Dataset extract:
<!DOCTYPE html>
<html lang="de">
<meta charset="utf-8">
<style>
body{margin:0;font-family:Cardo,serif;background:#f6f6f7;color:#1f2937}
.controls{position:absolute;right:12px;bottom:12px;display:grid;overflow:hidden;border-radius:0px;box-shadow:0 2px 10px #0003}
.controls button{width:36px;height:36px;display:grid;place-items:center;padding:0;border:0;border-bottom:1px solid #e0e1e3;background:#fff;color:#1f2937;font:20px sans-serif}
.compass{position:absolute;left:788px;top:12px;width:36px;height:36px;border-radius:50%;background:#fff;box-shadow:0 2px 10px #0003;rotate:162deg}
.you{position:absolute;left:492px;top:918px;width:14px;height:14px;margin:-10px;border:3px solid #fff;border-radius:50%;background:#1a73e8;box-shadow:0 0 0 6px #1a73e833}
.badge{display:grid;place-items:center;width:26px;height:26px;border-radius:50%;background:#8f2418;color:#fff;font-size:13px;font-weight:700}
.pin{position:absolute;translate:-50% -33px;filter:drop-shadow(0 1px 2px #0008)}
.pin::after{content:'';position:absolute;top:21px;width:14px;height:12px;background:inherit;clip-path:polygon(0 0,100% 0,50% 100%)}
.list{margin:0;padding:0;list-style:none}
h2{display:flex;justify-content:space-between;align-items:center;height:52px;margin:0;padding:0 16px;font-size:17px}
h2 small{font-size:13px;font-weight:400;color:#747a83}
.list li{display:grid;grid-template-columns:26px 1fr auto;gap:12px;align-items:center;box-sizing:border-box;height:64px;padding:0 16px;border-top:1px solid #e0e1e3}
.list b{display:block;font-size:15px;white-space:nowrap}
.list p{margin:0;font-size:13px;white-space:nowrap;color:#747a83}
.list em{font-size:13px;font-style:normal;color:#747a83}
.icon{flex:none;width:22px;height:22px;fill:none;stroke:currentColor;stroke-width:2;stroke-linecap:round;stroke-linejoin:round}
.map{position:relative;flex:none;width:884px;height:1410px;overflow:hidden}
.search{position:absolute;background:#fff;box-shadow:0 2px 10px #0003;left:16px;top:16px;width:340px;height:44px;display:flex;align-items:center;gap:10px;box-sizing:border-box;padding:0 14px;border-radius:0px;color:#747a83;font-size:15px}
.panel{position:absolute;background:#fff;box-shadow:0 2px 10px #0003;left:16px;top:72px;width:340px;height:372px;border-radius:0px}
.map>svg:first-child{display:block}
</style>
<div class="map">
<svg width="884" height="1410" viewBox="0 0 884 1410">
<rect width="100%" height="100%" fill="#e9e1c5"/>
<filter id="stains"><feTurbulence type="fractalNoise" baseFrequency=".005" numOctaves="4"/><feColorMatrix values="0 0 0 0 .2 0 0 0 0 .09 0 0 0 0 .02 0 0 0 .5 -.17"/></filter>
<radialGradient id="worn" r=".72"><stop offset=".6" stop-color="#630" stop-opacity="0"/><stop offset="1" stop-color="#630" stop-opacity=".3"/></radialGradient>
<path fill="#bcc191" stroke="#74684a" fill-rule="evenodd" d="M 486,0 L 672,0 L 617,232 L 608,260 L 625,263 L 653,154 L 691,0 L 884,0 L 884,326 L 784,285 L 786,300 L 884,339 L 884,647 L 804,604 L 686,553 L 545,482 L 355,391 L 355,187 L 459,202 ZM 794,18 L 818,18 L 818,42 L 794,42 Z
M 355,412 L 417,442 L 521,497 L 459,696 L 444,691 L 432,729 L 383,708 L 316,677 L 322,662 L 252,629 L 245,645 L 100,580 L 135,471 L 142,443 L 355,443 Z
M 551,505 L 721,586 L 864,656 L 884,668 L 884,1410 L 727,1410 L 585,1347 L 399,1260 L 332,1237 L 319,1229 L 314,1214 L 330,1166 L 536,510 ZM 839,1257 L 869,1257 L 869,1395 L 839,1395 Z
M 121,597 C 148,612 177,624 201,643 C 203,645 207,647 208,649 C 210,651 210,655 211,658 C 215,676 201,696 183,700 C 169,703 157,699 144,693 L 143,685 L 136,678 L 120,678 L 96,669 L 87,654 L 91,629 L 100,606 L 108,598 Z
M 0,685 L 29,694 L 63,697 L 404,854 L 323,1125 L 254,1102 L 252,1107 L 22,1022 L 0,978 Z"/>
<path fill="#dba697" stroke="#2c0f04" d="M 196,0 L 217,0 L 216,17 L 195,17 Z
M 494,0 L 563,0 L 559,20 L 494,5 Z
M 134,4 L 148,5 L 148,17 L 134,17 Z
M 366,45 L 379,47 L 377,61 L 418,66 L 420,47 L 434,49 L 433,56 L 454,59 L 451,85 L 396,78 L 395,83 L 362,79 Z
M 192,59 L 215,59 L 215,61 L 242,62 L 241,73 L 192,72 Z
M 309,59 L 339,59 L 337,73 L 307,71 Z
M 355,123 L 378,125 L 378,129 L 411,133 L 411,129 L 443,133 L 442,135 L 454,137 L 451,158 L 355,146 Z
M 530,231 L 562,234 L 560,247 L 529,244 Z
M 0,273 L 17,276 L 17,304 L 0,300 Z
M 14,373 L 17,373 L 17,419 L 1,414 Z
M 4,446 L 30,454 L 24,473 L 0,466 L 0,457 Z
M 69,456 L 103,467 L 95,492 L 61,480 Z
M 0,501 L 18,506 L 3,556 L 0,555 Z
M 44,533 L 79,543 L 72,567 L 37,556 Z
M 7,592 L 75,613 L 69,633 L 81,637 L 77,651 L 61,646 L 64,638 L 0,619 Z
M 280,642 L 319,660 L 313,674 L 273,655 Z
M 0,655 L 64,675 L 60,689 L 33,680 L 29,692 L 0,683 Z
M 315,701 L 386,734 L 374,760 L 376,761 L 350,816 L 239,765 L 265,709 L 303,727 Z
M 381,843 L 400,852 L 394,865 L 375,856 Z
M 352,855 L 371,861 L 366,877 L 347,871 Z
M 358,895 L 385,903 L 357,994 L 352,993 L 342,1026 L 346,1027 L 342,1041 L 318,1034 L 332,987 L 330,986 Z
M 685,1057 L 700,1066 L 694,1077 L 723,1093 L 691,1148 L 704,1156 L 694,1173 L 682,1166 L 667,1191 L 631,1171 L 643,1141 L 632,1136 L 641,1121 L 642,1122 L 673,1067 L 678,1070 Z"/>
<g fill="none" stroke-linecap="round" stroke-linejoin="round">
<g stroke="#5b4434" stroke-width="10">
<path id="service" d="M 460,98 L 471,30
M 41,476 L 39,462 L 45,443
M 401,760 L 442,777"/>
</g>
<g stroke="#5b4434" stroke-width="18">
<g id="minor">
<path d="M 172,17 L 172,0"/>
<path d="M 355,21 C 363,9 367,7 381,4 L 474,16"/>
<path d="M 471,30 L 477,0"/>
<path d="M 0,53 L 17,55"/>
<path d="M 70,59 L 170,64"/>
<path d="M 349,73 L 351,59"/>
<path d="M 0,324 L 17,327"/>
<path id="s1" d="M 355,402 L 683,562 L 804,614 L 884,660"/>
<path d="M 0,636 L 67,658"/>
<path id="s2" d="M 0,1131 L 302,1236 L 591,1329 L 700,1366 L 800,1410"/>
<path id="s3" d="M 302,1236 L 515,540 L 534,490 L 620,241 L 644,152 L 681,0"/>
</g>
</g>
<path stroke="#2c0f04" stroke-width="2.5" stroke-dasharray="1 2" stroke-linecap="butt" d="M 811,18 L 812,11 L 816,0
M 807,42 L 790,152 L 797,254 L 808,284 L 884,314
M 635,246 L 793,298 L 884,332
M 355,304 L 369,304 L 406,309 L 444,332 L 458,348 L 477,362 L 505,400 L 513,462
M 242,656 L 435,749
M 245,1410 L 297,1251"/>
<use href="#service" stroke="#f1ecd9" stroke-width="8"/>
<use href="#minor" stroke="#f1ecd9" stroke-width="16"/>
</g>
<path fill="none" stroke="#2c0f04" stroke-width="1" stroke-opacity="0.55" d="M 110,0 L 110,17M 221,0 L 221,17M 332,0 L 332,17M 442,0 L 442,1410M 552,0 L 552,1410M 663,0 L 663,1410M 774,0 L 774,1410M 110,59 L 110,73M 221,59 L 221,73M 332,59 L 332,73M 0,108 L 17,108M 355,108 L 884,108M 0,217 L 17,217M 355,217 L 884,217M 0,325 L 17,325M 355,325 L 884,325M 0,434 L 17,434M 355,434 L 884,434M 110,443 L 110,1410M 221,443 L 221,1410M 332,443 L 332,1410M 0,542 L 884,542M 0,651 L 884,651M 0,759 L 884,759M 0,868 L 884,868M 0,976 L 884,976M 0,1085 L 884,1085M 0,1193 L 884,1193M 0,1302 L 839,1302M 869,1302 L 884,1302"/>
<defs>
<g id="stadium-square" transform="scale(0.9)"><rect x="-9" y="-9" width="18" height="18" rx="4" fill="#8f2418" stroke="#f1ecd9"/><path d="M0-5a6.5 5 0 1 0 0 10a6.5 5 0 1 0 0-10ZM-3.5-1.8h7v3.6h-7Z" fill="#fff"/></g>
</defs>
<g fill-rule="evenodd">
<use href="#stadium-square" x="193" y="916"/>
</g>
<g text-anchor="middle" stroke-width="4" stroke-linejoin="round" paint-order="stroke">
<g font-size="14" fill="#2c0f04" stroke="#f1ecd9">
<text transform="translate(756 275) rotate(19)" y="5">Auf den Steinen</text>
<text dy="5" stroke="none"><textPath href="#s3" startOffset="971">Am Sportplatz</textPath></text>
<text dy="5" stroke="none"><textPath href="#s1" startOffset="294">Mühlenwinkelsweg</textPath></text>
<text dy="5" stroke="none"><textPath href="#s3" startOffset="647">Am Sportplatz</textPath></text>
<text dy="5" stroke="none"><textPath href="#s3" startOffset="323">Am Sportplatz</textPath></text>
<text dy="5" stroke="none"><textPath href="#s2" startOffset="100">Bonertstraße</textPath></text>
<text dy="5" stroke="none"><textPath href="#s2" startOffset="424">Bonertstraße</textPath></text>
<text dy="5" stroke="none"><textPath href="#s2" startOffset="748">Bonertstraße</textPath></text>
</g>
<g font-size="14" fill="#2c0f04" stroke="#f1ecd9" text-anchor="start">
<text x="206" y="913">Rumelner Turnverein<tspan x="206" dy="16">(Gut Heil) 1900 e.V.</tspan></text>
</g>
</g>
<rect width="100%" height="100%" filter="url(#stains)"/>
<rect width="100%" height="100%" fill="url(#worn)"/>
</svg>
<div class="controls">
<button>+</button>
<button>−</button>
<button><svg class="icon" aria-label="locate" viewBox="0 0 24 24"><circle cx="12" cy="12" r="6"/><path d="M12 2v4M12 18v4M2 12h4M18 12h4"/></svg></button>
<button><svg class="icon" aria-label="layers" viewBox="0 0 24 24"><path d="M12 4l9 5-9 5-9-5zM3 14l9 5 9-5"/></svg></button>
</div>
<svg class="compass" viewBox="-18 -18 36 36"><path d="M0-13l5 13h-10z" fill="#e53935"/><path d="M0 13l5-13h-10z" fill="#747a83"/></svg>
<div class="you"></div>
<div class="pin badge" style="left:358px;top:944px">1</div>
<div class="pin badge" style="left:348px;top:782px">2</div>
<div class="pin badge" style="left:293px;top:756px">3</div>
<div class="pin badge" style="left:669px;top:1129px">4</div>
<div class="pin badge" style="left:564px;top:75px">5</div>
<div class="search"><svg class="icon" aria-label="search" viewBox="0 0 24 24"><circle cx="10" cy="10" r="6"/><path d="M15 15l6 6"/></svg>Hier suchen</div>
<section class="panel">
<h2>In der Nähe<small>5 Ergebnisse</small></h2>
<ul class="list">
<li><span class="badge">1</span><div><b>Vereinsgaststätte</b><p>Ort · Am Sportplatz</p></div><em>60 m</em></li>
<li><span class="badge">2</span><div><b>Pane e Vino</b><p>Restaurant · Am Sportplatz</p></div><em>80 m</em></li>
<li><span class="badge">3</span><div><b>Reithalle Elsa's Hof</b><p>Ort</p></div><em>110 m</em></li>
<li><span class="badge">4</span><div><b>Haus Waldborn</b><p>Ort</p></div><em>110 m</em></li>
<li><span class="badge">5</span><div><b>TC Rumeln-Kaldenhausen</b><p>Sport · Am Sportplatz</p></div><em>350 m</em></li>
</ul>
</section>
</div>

Task prompt: Pull each line containing "nowrap" from the records.

Solution:
.list b{display:block;font-size:15px;white-space:nowrap}
.list p{margin:0;font-size:13px;white-space:nowrap;color:#747a83}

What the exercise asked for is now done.